- **Task statement**
All lines in the material below that contain "lists" should be located and copied.

- **Records for the exercise**
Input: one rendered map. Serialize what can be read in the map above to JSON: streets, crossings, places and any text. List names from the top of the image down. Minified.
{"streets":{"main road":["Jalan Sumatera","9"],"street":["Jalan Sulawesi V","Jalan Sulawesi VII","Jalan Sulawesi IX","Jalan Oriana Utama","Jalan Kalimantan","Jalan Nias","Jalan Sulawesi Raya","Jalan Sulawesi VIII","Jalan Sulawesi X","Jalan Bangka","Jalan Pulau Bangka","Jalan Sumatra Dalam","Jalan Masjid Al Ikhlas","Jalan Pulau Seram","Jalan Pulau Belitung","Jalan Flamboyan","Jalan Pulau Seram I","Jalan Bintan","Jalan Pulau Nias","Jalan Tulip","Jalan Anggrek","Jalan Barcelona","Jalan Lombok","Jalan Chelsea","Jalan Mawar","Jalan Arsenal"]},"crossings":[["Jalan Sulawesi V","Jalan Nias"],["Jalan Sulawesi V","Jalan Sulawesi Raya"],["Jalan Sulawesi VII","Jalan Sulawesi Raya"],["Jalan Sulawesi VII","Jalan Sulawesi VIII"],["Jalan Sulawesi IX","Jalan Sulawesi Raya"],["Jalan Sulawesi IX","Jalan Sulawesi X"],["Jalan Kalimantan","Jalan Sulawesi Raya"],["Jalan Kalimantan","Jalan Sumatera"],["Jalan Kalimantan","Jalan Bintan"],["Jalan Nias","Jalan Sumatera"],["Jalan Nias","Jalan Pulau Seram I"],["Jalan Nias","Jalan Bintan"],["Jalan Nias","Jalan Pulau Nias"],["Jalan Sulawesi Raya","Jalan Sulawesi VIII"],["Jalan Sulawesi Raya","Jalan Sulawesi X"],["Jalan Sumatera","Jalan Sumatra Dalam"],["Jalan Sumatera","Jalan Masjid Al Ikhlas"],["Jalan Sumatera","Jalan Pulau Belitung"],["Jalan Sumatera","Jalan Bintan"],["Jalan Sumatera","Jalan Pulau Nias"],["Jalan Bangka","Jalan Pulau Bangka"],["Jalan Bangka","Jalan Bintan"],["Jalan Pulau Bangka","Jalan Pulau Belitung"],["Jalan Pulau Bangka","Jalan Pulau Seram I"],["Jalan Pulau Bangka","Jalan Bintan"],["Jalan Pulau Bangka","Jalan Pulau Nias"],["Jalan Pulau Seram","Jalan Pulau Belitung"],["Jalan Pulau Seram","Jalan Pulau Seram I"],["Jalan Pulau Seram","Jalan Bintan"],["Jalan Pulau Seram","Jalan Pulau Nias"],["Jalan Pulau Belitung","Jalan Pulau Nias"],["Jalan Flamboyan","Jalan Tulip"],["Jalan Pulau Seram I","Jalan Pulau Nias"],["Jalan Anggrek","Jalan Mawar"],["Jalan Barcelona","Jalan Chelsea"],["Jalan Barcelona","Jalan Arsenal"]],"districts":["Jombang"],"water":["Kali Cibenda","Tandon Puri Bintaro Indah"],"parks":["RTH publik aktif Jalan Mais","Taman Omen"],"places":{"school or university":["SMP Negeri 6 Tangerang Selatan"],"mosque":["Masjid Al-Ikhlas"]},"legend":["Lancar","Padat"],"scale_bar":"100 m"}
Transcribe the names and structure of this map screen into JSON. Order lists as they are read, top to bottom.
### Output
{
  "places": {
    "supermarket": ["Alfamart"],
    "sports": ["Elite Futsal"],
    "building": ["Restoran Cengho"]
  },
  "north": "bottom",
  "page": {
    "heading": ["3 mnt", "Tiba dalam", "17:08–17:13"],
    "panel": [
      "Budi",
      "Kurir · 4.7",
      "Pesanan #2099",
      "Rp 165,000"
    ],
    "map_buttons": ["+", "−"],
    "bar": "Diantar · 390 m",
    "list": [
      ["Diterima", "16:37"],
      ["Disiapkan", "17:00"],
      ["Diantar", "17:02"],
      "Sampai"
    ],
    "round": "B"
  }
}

==

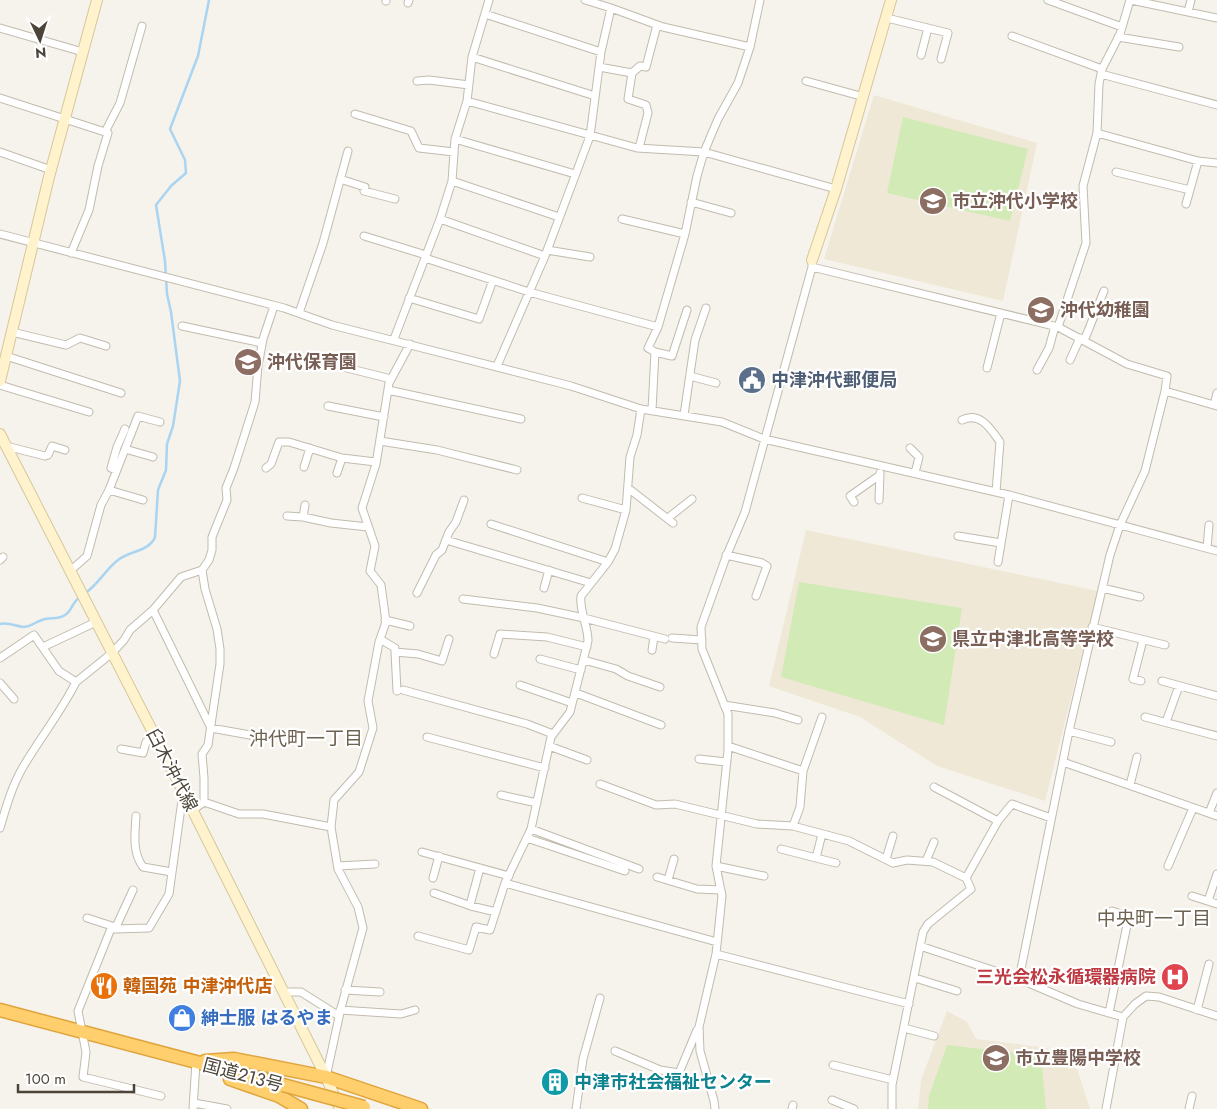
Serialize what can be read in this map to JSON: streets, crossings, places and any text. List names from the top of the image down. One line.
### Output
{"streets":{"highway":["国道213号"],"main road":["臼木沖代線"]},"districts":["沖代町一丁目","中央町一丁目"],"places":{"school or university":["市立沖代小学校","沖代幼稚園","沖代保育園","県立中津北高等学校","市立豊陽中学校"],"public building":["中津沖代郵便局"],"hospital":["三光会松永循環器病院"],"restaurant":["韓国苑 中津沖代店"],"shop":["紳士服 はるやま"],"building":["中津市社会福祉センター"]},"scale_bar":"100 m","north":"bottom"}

---

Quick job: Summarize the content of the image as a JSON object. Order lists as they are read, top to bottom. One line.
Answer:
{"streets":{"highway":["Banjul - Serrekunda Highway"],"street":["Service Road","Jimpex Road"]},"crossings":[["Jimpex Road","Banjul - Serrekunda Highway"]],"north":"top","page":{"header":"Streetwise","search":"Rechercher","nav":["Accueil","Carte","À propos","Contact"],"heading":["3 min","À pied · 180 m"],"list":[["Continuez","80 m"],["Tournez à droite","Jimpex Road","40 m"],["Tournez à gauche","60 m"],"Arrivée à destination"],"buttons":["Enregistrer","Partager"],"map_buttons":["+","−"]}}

- **Exercise result**
Transcribe the names and structure of this map screen into JSON. Order lists as they are read, top to bottom.
Quick job: Summarize the content of the image as a JSON object. Order lists as they are read, top to bottom. One line.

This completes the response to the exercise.